(SUPPLIED MATERIAL)

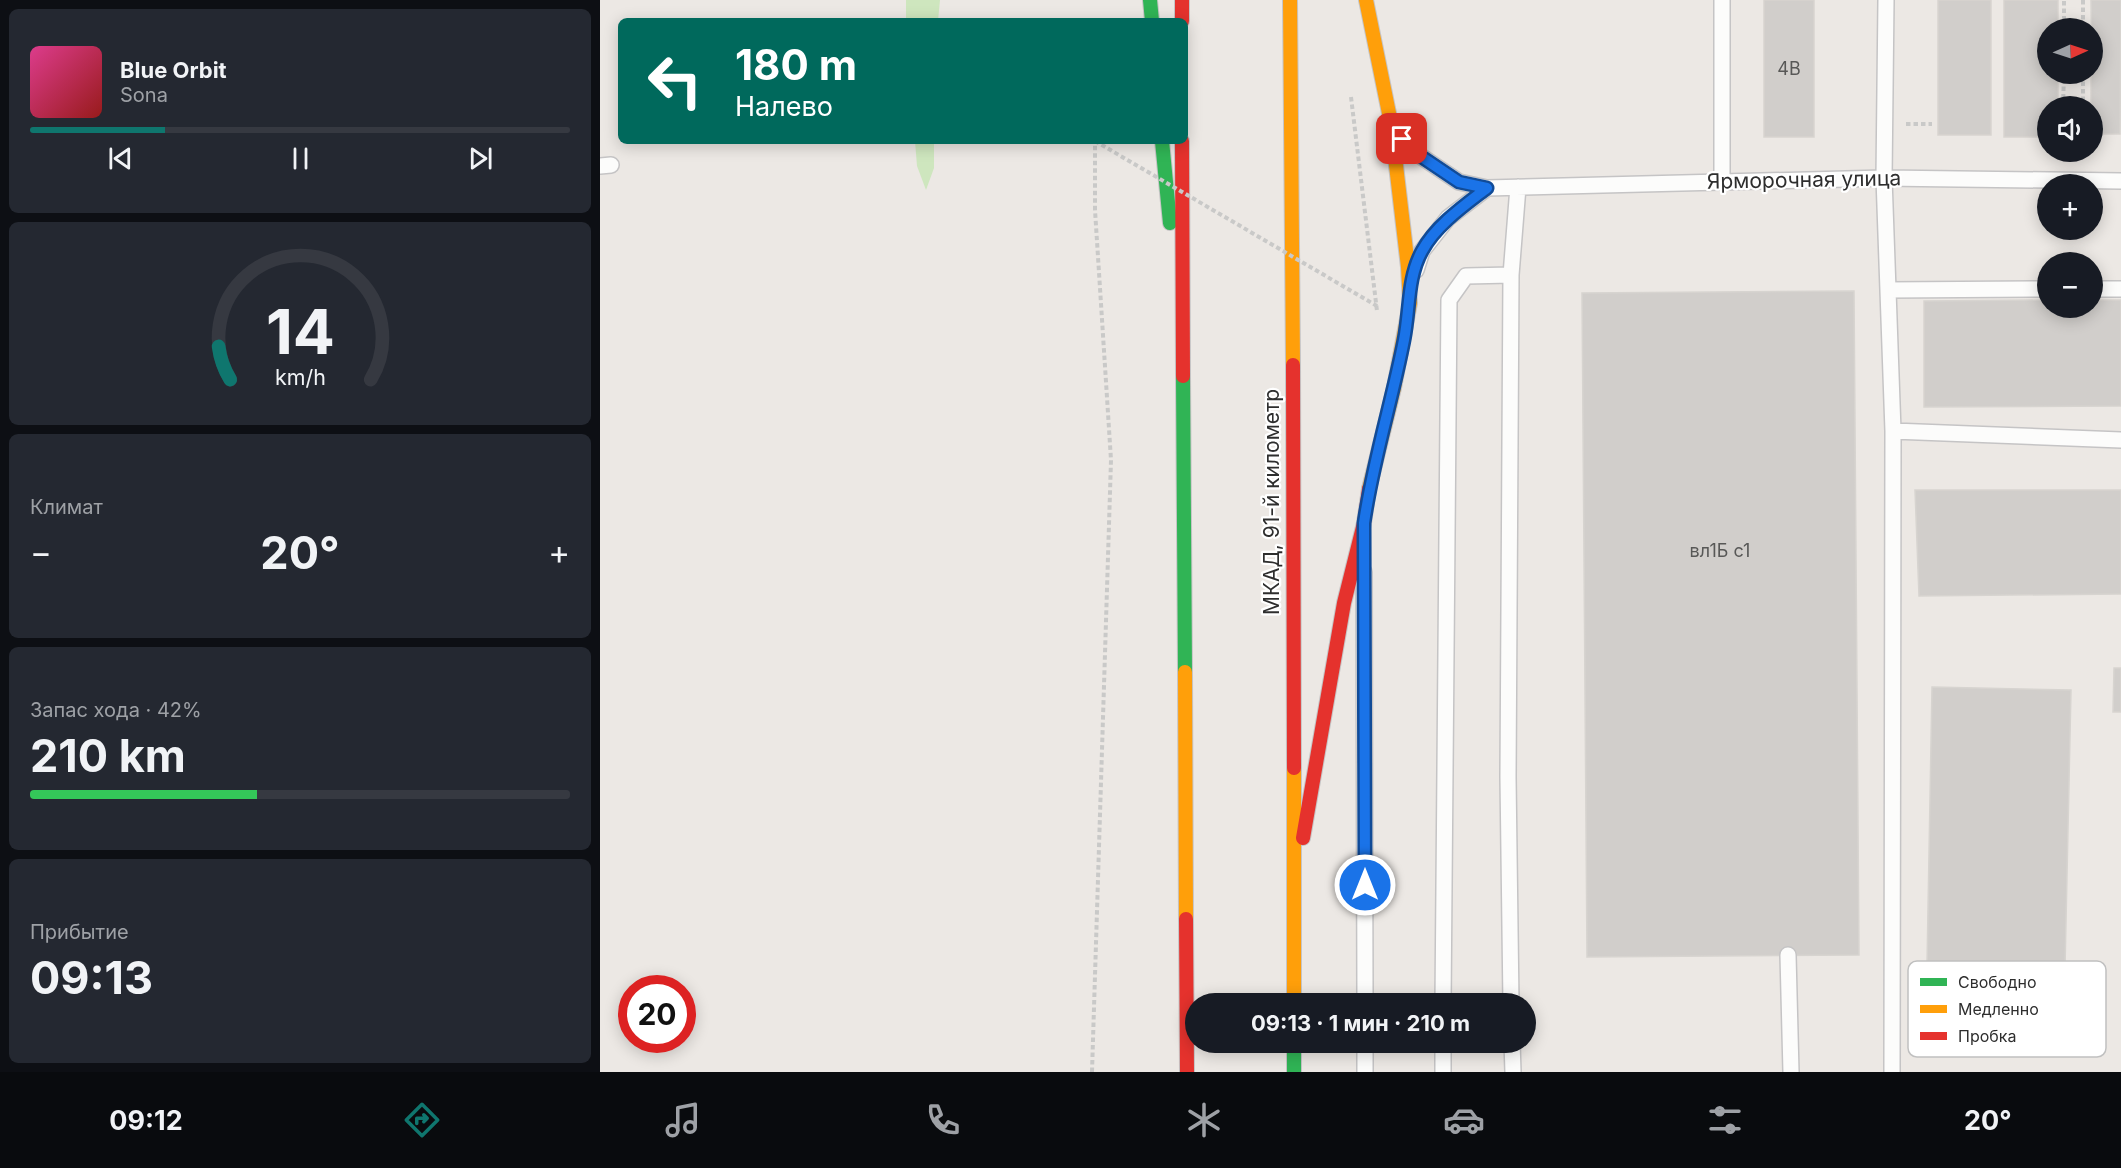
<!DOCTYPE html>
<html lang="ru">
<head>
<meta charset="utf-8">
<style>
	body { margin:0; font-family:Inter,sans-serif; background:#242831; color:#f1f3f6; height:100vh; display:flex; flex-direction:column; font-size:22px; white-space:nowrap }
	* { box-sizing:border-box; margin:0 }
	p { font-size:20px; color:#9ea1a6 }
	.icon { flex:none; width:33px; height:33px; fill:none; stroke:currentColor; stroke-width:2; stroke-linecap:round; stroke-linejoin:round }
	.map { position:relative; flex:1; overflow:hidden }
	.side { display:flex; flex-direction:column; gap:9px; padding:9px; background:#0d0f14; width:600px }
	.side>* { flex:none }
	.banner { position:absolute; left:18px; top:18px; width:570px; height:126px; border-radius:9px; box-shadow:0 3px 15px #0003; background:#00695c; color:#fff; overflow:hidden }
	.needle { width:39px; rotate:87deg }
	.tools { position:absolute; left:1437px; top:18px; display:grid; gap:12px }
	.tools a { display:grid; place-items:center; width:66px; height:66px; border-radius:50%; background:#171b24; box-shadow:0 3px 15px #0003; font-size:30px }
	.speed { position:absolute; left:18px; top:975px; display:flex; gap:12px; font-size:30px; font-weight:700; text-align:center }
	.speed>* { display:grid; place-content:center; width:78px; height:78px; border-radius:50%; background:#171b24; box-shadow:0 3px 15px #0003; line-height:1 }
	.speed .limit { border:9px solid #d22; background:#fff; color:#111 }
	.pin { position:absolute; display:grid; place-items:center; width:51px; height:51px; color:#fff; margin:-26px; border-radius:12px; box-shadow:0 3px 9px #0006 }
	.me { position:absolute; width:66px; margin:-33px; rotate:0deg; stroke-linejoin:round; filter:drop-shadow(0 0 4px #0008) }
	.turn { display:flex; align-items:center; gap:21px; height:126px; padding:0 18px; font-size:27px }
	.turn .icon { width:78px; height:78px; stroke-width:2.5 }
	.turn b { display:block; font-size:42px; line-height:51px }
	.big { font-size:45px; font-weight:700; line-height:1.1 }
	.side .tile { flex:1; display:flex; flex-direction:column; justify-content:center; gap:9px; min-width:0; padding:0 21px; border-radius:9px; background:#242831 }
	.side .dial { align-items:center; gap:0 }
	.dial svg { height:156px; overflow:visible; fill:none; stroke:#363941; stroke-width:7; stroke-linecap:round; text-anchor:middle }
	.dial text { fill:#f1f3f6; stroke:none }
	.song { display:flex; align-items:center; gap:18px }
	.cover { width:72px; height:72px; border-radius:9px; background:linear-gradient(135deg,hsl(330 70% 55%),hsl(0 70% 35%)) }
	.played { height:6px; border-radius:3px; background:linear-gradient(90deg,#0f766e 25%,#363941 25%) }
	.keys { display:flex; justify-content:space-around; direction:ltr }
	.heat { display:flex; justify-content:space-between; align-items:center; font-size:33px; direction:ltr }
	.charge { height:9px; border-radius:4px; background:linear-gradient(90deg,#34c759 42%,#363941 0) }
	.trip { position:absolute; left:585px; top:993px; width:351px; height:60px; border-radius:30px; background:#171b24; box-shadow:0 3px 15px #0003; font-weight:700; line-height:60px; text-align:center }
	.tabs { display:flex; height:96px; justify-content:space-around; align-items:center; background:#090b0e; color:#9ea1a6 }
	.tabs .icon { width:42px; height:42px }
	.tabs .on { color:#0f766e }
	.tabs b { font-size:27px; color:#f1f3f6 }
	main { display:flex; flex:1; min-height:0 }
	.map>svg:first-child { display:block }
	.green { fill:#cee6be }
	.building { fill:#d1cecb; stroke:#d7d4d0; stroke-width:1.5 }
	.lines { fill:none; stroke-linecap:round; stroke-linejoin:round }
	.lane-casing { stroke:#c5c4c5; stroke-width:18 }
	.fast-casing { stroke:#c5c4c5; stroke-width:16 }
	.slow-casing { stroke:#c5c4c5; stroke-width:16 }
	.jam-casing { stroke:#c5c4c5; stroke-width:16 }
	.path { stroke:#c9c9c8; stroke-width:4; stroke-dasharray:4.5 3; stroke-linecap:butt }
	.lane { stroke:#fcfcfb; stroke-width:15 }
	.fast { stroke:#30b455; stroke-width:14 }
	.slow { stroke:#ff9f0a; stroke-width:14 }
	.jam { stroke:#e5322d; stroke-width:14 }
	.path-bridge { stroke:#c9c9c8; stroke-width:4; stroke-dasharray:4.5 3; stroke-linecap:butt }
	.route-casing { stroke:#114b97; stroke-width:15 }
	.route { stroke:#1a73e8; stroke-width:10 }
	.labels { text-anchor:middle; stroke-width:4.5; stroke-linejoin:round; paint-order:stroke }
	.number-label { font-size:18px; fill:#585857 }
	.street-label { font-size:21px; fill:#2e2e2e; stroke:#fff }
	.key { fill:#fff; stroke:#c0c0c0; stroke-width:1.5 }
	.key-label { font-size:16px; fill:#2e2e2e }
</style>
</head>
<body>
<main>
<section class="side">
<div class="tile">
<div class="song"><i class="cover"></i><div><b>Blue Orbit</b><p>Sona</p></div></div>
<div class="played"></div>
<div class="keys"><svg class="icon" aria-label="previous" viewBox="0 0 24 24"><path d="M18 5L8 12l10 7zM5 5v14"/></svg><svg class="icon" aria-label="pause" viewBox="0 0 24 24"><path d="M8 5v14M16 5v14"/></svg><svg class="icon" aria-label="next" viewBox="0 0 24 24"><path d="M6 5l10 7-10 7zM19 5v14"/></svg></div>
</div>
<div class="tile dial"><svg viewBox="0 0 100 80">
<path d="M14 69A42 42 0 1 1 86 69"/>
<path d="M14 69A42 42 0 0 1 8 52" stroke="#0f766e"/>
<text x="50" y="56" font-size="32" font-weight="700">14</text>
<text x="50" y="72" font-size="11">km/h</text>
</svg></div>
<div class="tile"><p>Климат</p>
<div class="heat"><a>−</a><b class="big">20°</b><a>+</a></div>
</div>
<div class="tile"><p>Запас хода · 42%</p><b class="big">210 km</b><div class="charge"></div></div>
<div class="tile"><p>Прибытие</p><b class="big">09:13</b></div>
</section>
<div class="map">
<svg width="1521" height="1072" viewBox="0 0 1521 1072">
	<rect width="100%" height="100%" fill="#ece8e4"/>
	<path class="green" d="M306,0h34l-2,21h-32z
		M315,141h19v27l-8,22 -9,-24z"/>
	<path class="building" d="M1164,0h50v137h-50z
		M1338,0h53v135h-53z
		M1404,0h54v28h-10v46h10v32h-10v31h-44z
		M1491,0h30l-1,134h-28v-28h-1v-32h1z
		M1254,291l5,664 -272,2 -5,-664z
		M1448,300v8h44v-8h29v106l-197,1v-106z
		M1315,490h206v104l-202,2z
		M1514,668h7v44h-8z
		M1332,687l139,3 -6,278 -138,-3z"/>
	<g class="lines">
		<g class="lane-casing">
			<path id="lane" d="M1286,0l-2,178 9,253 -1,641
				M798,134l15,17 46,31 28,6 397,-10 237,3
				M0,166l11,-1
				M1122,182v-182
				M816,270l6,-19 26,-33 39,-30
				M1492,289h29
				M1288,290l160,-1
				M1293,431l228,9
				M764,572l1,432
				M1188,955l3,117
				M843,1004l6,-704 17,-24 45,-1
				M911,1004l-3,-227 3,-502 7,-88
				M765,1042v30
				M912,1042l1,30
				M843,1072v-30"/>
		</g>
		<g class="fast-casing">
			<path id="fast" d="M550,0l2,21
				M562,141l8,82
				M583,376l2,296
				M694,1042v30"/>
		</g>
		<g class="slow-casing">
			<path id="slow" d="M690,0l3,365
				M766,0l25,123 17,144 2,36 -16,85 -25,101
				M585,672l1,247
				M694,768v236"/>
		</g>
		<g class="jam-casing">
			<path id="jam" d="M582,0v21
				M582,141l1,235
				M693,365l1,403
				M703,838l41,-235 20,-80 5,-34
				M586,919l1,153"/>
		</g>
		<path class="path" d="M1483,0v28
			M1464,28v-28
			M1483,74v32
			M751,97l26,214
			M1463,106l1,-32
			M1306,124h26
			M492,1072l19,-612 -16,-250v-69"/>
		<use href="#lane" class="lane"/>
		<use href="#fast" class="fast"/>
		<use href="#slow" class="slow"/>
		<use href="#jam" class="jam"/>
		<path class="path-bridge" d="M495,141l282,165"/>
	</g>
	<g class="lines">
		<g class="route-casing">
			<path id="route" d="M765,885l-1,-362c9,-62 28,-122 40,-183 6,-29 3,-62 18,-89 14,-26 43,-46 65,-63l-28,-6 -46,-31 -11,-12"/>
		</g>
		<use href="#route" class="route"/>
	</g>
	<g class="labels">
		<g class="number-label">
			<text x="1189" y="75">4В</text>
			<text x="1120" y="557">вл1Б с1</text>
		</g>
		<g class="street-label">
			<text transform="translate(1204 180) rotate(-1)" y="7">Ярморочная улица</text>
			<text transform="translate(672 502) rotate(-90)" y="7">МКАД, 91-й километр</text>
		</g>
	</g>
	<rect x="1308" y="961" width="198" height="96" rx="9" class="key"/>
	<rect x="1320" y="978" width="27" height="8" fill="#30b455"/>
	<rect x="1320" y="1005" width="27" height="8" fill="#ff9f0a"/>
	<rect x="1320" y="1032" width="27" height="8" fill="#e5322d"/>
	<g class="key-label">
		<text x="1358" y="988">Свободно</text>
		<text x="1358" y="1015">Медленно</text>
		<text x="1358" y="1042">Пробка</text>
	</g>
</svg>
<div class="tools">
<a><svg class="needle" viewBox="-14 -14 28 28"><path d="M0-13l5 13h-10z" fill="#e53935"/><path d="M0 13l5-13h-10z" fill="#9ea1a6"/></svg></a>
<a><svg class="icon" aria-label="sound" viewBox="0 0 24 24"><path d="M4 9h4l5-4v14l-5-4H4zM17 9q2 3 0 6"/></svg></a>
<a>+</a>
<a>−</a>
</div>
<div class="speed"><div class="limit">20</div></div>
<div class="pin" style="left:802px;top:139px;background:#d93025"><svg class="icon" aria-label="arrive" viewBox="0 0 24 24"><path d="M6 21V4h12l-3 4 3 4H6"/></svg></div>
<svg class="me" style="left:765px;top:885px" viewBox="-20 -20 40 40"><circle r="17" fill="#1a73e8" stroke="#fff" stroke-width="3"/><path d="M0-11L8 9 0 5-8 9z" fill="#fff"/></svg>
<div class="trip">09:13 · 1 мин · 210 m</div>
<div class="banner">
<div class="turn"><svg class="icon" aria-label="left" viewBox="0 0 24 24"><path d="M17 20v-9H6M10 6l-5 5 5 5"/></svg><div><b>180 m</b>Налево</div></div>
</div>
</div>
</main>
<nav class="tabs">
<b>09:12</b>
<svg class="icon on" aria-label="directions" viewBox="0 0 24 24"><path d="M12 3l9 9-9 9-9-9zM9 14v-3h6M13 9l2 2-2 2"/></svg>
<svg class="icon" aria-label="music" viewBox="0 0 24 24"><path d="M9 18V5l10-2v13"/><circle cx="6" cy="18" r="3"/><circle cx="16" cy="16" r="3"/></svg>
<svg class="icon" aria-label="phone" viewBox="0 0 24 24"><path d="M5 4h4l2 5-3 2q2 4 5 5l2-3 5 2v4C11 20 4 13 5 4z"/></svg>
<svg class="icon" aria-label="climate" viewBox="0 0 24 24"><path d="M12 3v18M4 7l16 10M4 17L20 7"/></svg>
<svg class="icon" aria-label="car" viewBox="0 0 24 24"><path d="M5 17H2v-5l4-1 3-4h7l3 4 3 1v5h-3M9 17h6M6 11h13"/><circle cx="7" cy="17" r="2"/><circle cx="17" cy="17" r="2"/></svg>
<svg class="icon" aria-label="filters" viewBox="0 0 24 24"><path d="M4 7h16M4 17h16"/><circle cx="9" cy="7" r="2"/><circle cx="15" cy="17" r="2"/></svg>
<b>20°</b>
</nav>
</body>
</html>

(End SUPPLIED MATERIAL)

◆ WHAT IS NEEDED ◆
Check each line above for the word "limit" and copy every line that has it.

◆ RESPONSE ◆
	.speed .limit { border:9px solid #d22; background:#fff; color:#111 }
<div class="speed"><div class="limit">20</div></div>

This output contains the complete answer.